Saturday evening at Hill Dickinson Stadium felt like watching two completely different clubs. Everton were a team who knew exactly what they wanted. Chelsea looked like a side still trying to figure out what they are.
Chelsea’s Biggest Problem Wasn’t the Goals
The pattern was visible from the first minute. Every time Chelsea lost the ball in midfield or up front, the transition back into defence was painfully slow. Players didn’t sprint back. Defensive shape took too long to form. And Everton punished that laziness every single time it appeared.
Chelsea have now lost four games in a row across all competitions. The same issues keep showing up.
Then There Was Robert Sanchez
Two of the three goals had the Chelsea goalkeeper’s fingerprints all over them. The first warning came as early as the 10th minute. Sanchez dallied on the ball and Beto nearly robbed him clean. Goal number two arrived when Sanchez let a firmly struck but central shot squeeze through his legs and trickle over the line.

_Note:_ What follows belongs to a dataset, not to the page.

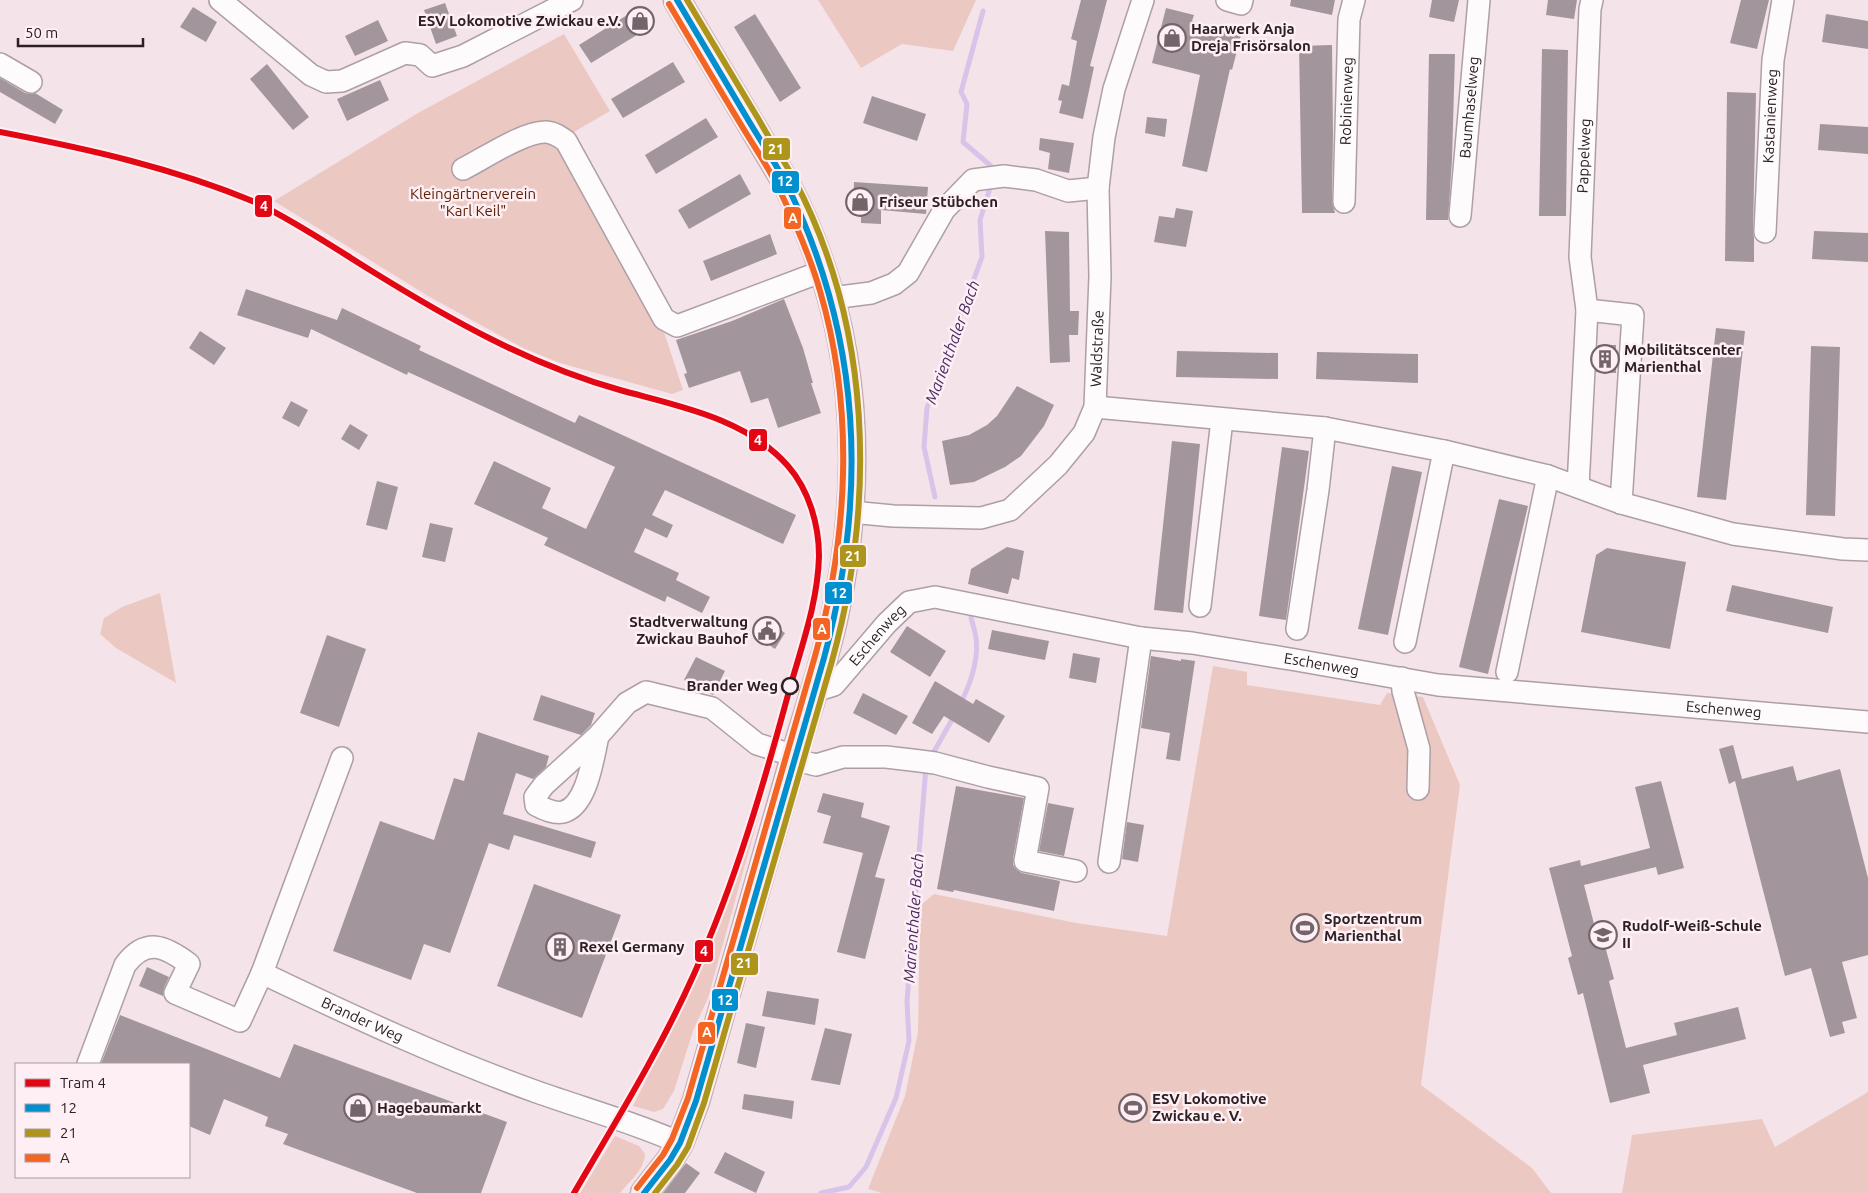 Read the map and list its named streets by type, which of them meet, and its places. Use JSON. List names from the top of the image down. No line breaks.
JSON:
{"streets":{"street":["Robinienweg","Baumhaselweg","Kastanienweg","Pappelweg","Waldstraße","Eschenweg","Brander Weg"]},"water":["Marienthaler Bach"],"parks":["Kleingärtnerverein \"Karl Keil\""],"places":{"shop":["ESV Lokomotive Zwickau e.V.","Haarwerk Anja Dreja Frisörsalon","Friseur Stübchen","Hagebaumarkt"],"building":["Mobilitätscenter Marienthal","Rexel Germany"],"public building":["Stadtverwaltung Zwickau Bauhof"],"other":["Brander Weg"],"sports":["Sportzentrum Marienthal","ESV Lokomotive Zwickau e. V."],"school or university":["Rudolf-Weiß-Schule II"]},"lines":["transit line 12","transit line 21","transit line A","tram line 4"],"legend":["Tram 4","12","21","A"],"scale_bar":"50 m"} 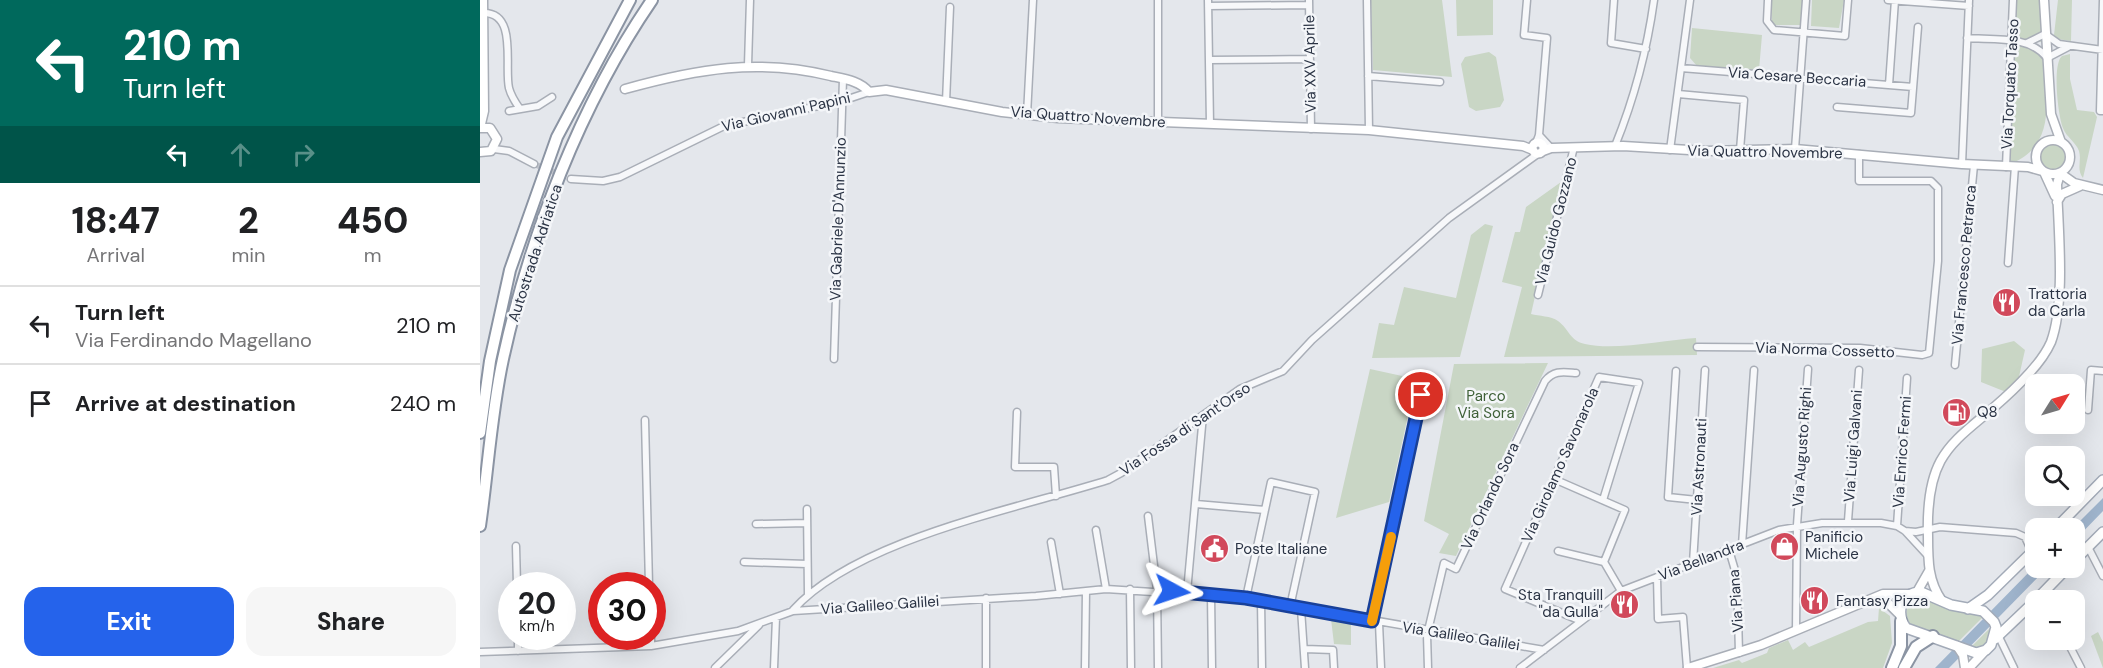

Beto: The Striker Nobody Talks About Enough
Two goals, one assist, and a pressing performance that made Chelsea’s defenders look like they were playing in quicksand. What made Beto so effective wasn’t just the goals. It was the relentlessness. He never stopped running.
The Stats That Tell the Real Story
Chelsea had 63.6% possession. They had 12 shots to Everton’s 10. But Everton had 9 shots on target. Chelsea had 4. That gap, between possession and actual danger, is Chelsea’s core problem right now.
Where Does This Leave Both Clubs?
For Everton, the picture is suddenly exciting: seventh, two points behind Chelsea, with a Merseyside derby ahead. For Chelsea, the international break comes at the right time. One point separates them from a Champions League position. The quality is there. The consistency is not.